Иван Иванович с живым интересом наблюдал, как солидный директор солидного предприятия господин Леденцов хвастает паранормальными способностями. Особенно Емельян Павлович упирал на пиво — видно, оно здорово впечатлило директора.

— Замечательно, — сказал Иван Иванович, — я так и думал.

— О чём? — насторожился Леденцов.

— Что процесс вас увлечёт. По психотипу вы иррационал: процесс важнее результата.

Емельян Павлович искоса посмотрел на человека, которого недавно считал сумасшедшим. И сомнения пока не развеялись.

— Не обижайтесь, — сказал Иван Иванович. — Это не недостаток. Наоборот, это даже хорошо, что вы не рационал. Не позволите ли списочек — полюбопытствовать?

Леденцов, все ещё недовольный тем, что его обозвали нерациональным (дураком, что ли?), протянул распечатку посетителю. Тот принялся читать и, как показалось, особенно тщательно штудировал страницы, посвящённые детским годам директора. “Про женщин я зря писал”, — запоздало устыдился Леденцов и погрузился в кресло. Чтобы скоротать время, он попытался определить возраст Ивана Ивановича. Юношей или молодым человеком тот определённо не был. По стилю поведения, по старомодным выражениям он тянул на старика. Была в Иване Ивановиче выправка, но не военного человека, а сугубо штатского — как будто коллежского асессора перенесли на сто пятьдесят лет вперёд, переодели, переучили и заставили говорить по-новому. Вместе с тем не было в нём физических следов старческого разрушения: дряблости кожи, желтоватой седины, замедленности движений или хотя бы очков.

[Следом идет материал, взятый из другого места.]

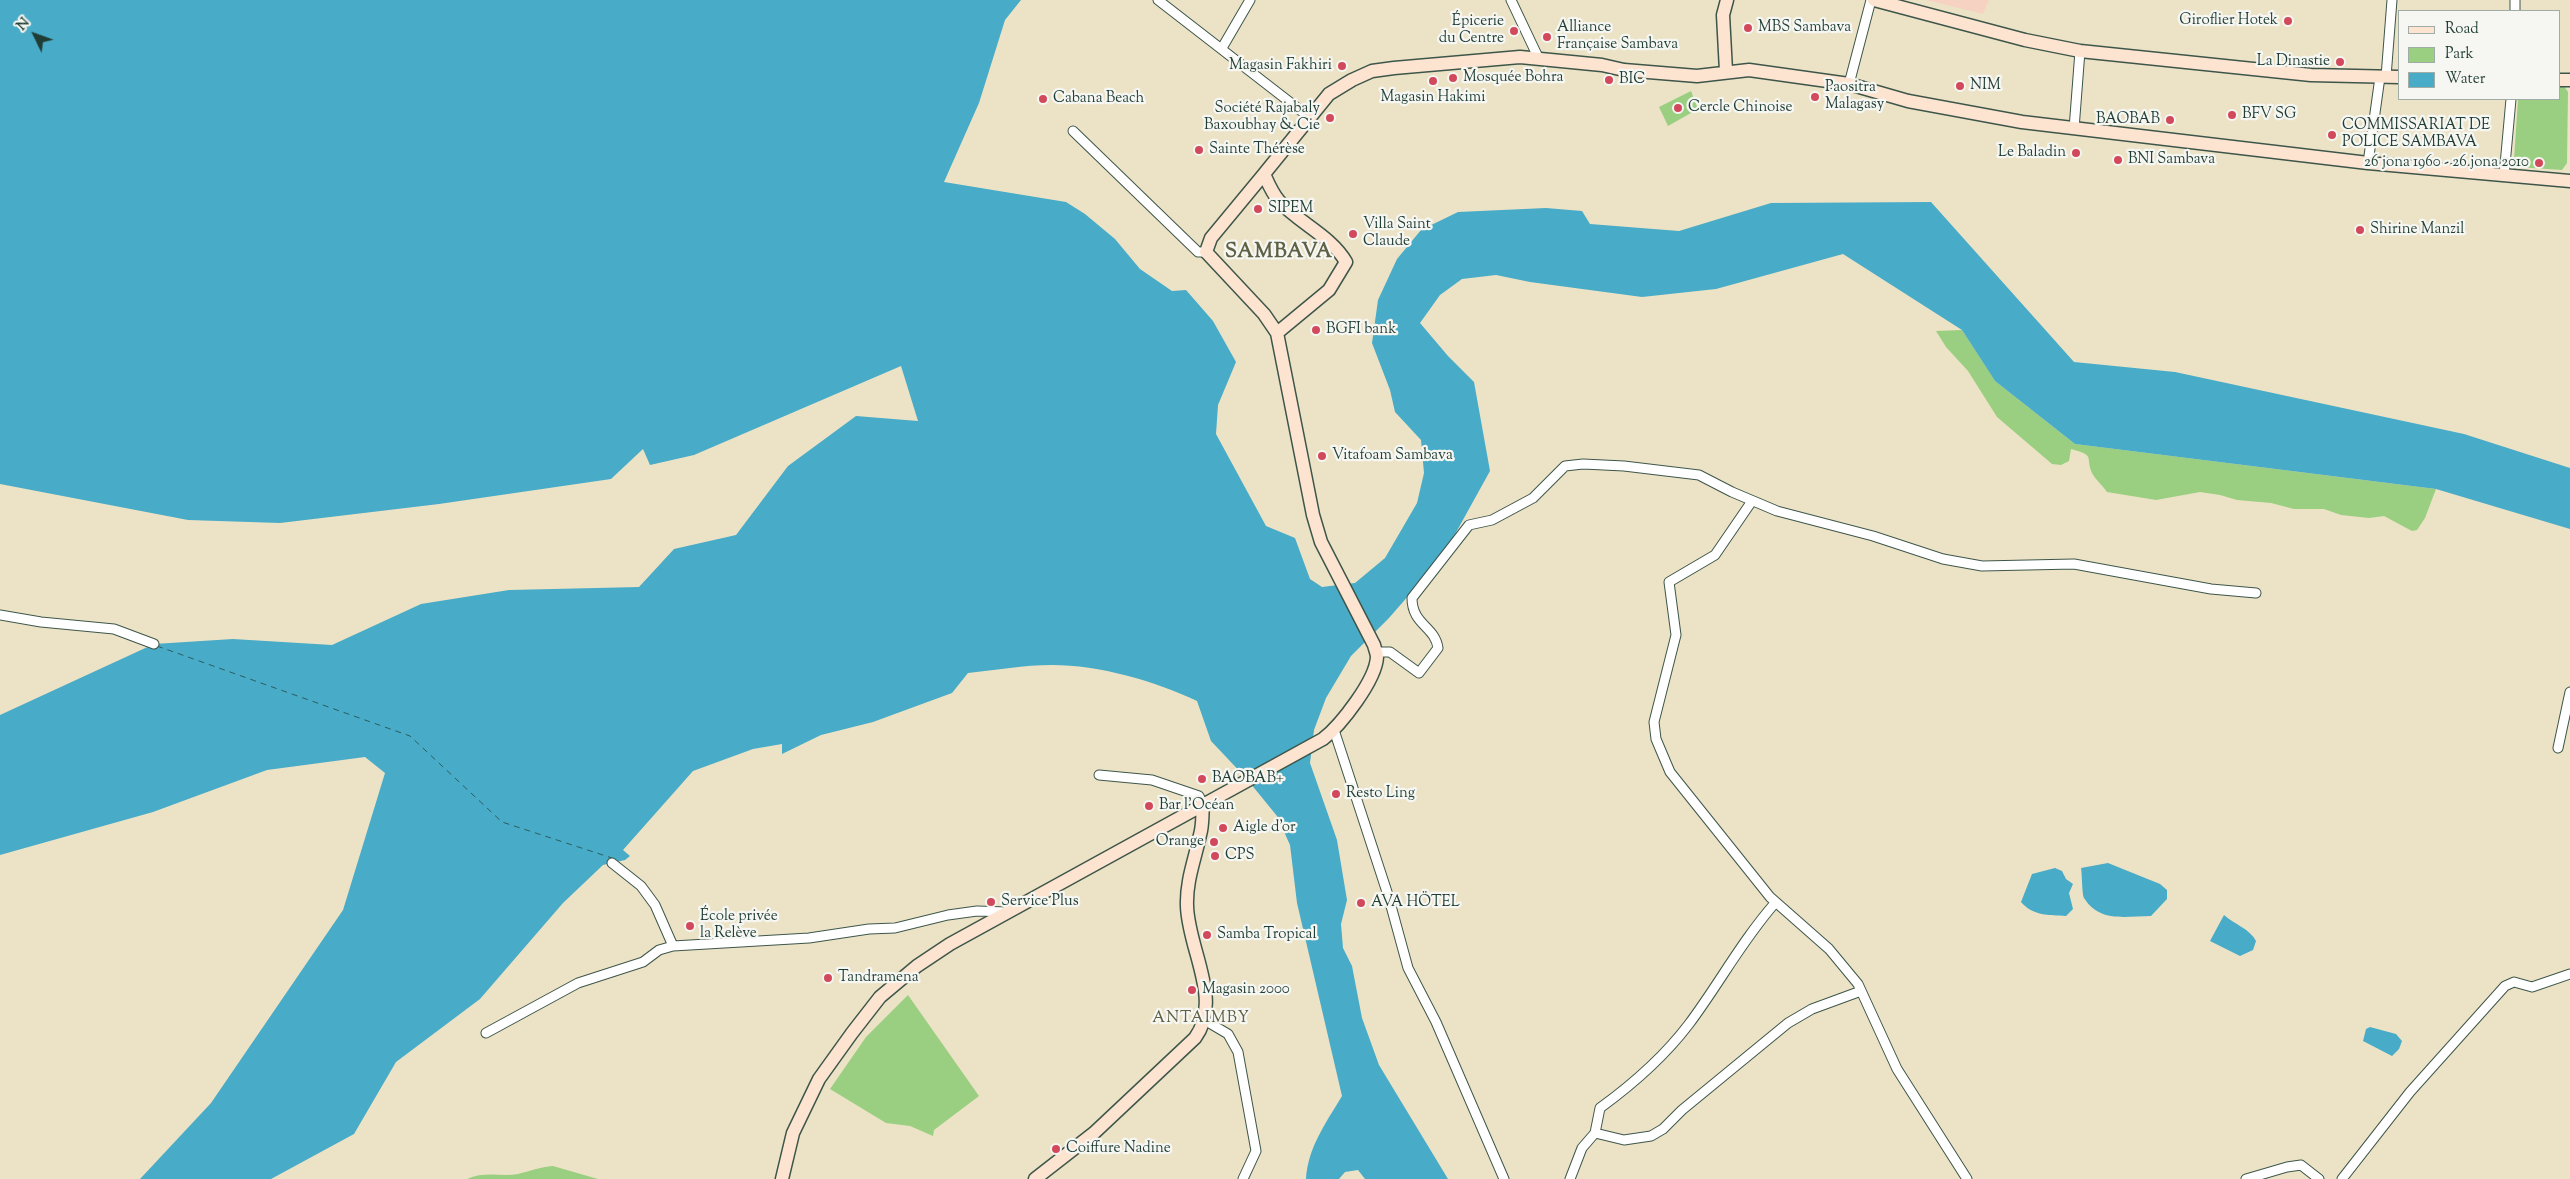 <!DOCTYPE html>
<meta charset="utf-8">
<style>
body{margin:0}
#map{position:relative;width:2570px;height:1179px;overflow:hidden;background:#ece3c6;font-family:"Sorts Mill Goudy",serif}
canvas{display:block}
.legend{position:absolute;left:2398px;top:10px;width:162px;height:90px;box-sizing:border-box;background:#f6f6f2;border:1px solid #a0aca6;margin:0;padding:6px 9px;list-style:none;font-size:15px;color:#1f3d34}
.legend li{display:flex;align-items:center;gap:10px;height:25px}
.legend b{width:25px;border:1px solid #a0aca6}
.north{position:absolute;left:10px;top:10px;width:50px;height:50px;-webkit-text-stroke:4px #f6f6f2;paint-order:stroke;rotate:312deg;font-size:14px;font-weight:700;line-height:20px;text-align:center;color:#1f3d34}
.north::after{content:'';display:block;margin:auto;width:18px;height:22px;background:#1f3d34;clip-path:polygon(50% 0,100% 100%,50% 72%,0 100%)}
</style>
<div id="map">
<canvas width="2570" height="1179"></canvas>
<ul class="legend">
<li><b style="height:6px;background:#fde4d0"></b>Road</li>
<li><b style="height:14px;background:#9acf81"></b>Park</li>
<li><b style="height:14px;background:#48abc7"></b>Water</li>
</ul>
<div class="north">N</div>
</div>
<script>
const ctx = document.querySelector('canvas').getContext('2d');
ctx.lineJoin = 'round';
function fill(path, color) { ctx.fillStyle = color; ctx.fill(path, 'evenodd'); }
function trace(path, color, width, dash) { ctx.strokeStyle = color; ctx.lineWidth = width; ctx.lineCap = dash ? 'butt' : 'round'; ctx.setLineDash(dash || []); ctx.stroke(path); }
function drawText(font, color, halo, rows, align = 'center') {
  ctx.font = font + ' "Sorts Mill Goudy",serif'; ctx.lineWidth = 4.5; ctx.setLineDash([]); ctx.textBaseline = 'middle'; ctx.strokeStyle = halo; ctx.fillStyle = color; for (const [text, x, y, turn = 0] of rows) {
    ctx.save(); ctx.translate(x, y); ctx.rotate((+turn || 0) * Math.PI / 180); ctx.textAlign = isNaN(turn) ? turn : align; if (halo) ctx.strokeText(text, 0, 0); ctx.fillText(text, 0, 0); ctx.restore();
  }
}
const built = new Path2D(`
 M 1926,0 L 1989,0 L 1983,14 Z`);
const green = new Path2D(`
 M 2559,86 L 2564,86 L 2568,92 L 2567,163 L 2562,170 L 2517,167 L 2514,159 L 2518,99 L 2559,99 Z
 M 1691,91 L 1698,109 L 1668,126 L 1659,107 Z
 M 1962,330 L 1995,381 L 2075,444 L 2436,489 L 2425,518 L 2417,530 L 2412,531 L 2384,516 L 2369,518 L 2341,515 L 2324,509 L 2294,509 L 2271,503 L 2237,500 L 2220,495 L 2200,492 L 2156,500 L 2107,492 C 2103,486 2095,479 2092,473 C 2085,456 2096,456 2071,449 L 2069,461 L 2061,465 L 2052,464 L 1997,417 L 1968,371 L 1946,347 L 1936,331 Z
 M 908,995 L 979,1096 L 934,1130 L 933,1136 L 910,1126 L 886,1123 L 830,1089 L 866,1037 Z
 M 553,1166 L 598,1179 L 467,1179 C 484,1171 502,1177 518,1174 C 530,1171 540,1167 553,1166 Z`);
const water = new Path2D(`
 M 0,0 L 1021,0 L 1005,20 L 979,103 L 944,182 L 1066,202 L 1085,214 L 1115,239 L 1140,269 L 1172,291 L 1186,290 L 1213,321 L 1236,362 L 1218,405 L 1216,434 L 1266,526 L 1295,538 L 1310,579 L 1322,587 L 1355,583 L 1385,558 L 1417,503 L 1424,473 L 1421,440 L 1395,412 L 1390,390 L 1372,343 L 1378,300 L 1397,259 L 1421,230 L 1458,212 L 1546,208 L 1582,211 L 1590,224 L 1679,231 L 1771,203 L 1931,202 L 2074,362 L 2175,372 L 2464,434 L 2570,468 L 2570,529 L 2436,489 L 2075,444 L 1995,381 L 1962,330 L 1843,254 L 1716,289 L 1642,297 L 1530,282 L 1496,275 L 1462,279 L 1440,295 L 1420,323 L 1448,356 L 1474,382 L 1490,471 L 1443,556 L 1389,618 L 1351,656 L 1326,698 L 1314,730 L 1310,763 L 1337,840 L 1347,900 L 1341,924 L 1343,948 L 1352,966 L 1362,1018 L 1379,1065 L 1448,1179 L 1365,1179 L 1358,1170 L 1345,1172 L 1339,1179 L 1306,1179 C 1308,1147 1326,1123 1342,1096 L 1297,903 L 1290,845 L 1277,816 L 1246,778 L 1211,741 L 1197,701 C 1155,681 1099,665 1052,665 C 1024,665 996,670 968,673 L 952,693 L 873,722 L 821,735 L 782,754 L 782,744 L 753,749 L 693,771 L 623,850 L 630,856 L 625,860 L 603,865 L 563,903 L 480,999 L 396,1062 L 354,1134 L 271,1179 L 140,1179 L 211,1103 L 343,910 L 385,773 L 365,757 L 267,770 L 153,812 L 0,855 L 0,715 L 154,644 L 233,639 L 332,645 L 421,604 L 509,590 L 639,587 L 674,549 L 736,535 L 788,466 L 856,416 L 918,421 L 901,366 L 694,455 L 650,465 L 643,449 L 611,479 L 439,504 L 280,523 L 188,520 L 0,484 Z
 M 2108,863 L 2160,884 L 2167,890 L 2167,899 L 2151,916 C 2125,916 2100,923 2084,898 C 2082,895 2082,873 2081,868 Z
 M 2055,868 L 2062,871 L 2066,879 L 2073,884 L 2069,893 L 2073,909 L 2066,916 C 2049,915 2033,916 2021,902 L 2032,874 Z
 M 2224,915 C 2234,924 2250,929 2256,941 L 2253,950 L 2240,956 L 2210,941 Z
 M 2370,1027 L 2396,1034 L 2402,1041 L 2399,1049 L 2392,1056 L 2363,1041 L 2366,1029 Z`);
const ferry = new Path2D(`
 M 157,646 L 410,736 L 502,822 L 612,858`);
const street = new Path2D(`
 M 1158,0 L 1309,117
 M 1511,0 L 1538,57
 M 2515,11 L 2515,0
 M 1222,48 L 1250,0
 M 2386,77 L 2392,0
 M 1849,84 L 1871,0
 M 2074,129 L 2080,51
 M 1073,131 L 1198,252 L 1206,252
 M 2368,163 L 2380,77
 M 2504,176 L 2511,99
 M 1752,501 L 1715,555 L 1669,582 L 1676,635 L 1654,722 L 1656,739 L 1670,772 L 1770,897 L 1829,949 L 1858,984 L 1897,1069 L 1967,1179
 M 0,615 L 41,622 L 114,629 L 154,644
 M 1376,652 L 1390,652 L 1419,673 L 1438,648 C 1435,626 1412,625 1412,598 L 1469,525 L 1492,520 L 1533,498 L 1565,466 L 1583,464 L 1624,466 L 1699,475 L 1732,492 L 1777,511 L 1873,536 L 1943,559 L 1982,566 L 2074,564 L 2211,589 L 2256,593
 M 1334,730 L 1388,895 L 1408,968 L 1436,1022 L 1504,1179
 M 2558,748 L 2570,692
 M 1099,775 L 1152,780 L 1199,796 L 1203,805
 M 612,863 L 641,886 L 655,905 L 673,946 L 809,938 L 869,929 L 895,928 L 948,915 L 977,911 L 1008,912
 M 1775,903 C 1741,942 1719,984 1689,1024 C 1664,1057 1633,1084 1600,1108 L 1595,1133 L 1624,1140 L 1651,1136 L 1663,1129 L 1682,1110 L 1788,1023 L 1812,1009 L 1861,991
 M 1206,1021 L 1228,1034 L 1238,1052 L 1256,1151 L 1243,1179
 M 486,1033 L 578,983 L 643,962 L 659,950 L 673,946
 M 1570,1179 L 1582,1148 L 1595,1133
 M 2246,1179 L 2287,1167 L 2301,1165 L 2319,1179
 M 2342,1179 L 2410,1092 L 2505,986 L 2514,982 L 2532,987 L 2570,974`);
const secondary = new Path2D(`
 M 1874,0 L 2025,40 L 2080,51 L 2311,75 L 2399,77
 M 1726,71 L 1723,15 L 1727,0
 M 2559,80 L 2570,80
 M 1264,174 L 1329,94 L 1352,80 L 1372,71 L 1394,68 L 1520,57 L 1602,65 L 1624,70 L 1697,76 L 1749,70 L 1849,84 L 1908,101 L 2022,122 L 2368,163 L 2570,181
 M 782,1179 L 793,1133 L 819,1079 L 852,1033 L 880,997 L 917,966 L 950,944 L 1323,739 C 1341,725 1376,680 1377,657 C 1377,654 1375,649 1374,645 L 1321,542 L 1313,515 L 1277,333 L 1264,314 L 1206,252 L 1211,238 L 1264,174 C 1268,183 1272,193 1279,201 C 1299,223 1331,236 1346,262 L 1329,290 L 1277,333
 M 1035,1179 L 1094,1133 L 1195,1038 C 1223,1000 1188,949 1187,906 C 1186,881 1195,859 1200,835 C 1203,825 1202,815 1203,805`);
const markers = [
 [2288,21,5,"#d1495b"],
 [1748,28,5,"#d1495b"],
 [1514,31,5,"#d1495b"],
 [1547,37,5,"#d1495b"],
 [2340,62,5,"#d1495b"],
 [1342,66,5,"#d1495b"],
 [1453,78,5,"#d1495b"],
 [1609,80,5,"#d1495b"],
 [1433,81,5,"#d1495b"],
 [1960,86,5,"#d1495b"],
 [1815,97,5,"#d1495b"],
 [1043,99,5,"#d1495b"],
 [1678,108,5,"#d1495b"],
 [2232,115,5,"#d1495b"],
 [1330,118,5,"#d1495b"],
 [2170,120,5,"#d1495b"],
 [2332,135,5,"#d1495b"],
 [1199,150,5,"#d1495b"],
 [2076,153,5,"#d1495b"],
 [2118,160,5,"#d1495b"],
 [2539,163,5,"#d1495b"],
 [1258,209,5,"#d1495b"],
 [2360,230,5,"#d1495b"],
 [1353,234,5,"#d1495b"],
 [1316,330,5,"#d1495b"],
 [1322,456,5,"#d1495b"],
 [1202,779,5,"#d1495b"],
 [1336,794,5,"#d1495b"],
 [1149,806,5,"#d1495b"],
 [1223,828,5,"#d1495b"],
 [1214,842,5,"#d1495b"],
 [1215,856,5,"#d1495b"],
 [991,902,5,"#d1495b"],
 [1361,903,5,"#d1495b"],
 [690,926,5,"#d1495b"],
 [1207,935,5,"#d1495b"],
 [828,978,5,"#d1495b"],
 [1192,990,5,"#d1495b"],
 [1056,1149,5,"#d1495b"]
];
const poiNames = [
 ["Giroflier Hotek",2278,21,"right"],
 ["Épicerie",1504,22,"right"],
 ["du Centre",1504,39,"right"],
 ["Alliance",1557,28],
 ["Française Sambava",1557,45],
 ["MBS Sambava",1758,28],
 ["La Dinastie",2330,62,"right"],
 ["Magasin Fakhiri",1332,66,"right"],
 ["Mosquée Bohra",1463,78],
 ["BIC",1619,80],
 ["NIM",1970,86],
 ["Paositra",1825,88],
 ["Malagasy",1825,105],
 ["Magasin Hakimi",1433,98,"center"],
 ["Cabana Beach",1053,99],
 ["Cercle Chinoise",1688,108],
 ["Société Rajabaly",1320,109,"right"],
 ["Baxoubhay & Cie",1320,126,"right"],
 ["BFV SG",2242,115],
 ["BAOBAB",2160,120,"right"],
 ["COMMISSARIAT DE",2342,126],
 ["POLICE SAMBAVA",2342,143],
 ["Sainte Thérèse",1209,150],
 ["Le Baladin",2066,153,"right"],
 ["BNI Sambava",2128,160],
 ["26 jona 1960 - 26 jona 2010",2529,163,"right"],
 ["SIPEM",1268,209],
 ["Villa Saint",1363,225],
 ["Claude",1363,242],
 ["Shirine Manzil",2370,230],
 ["BGFI bank",1326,330],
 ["Vitafoam Sambava",1332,456],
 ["BAOBAB+",1212,779],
 ["Resto Ling",1346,794],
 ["Bar l'Océan",1159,806],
 ["Aigle d'or",1233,828],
 ["Orange",1204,842,"right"],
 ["CPS",1225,856],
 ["Service Plus",1001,902],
 ["AVA HÖTEL",1371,903],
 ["École privée",700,917],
 ["la Relève",700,934],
 ["Samba Tropical",1217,935],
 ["Tandramena",838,978],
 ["Magasin 2000",1202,990],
 ["Coiffure Nadine",1066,1149]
];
const neighbourhoodNames = [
 ["ANTAIMBY",1201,1019]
];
const districtNames = [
 ["SAMBAVA",1279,254]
];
fill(built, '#f6d2c3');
fill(green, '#9acf81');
fill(water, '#48abc7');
trace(ferry, '#2b5e60', 1, [6, 5]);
trace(street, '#3e564a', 11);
trace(secondary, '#3e564a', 15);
trace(street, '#fff', 9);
trace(secondary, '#fde4d0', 12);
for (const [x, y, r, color] of markers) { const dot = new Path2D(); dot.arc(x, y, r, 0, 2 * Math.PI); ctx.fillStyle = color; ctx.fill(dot); trace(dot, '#f6f6f2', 2); }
drawText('15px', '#1f3d34', '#f6f6f2', poiNames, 'left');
ctx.letterSpacing = '1px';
drawText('16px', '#5f6145', '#f6f6f2', neighbourhoodNames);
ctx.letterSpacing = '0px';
ctx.letterSpacing = '1px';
drawText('bold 20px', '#5f6145', '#f6f6f2', districtNames);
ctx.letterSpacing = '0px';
</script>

— Много интересного, — сказал Иван Иванович тоном человека, который надеялся найти гораздо больше, чем ему подсунули, — особенно из вашего младенчества и отрочества. Три рубля в траве разглядеть, да ещё в пять утра… Это подвиг.

Леденцов почувствовал себя глупо. “Чем я занимаюсь? — рассердился он на себя. — Зачем придурка этого к себе пригласил?”

— Разумеется, — сказал он, — это все глупые совпадения. Пока я составлял список, это меня несколько развлекло. Я позвал вас только потому, что вы, кажется, готовы объединить эти совпадения в систему…

— После чего мы сможем перейти к главному? Извольте.

Тут Емельян Павлович и вовсе расстроился, предчувствуя, что разговор готов скатиться в сомнительную колею спасения мира. Однако Иван Иванович не дал ему раскрыть рта. Он извлёк из пухлого коричневого портфеля папку с завязочками и протянул её хозяину кабинета со словами:

— Но сначала позвольте дополнить ваш список.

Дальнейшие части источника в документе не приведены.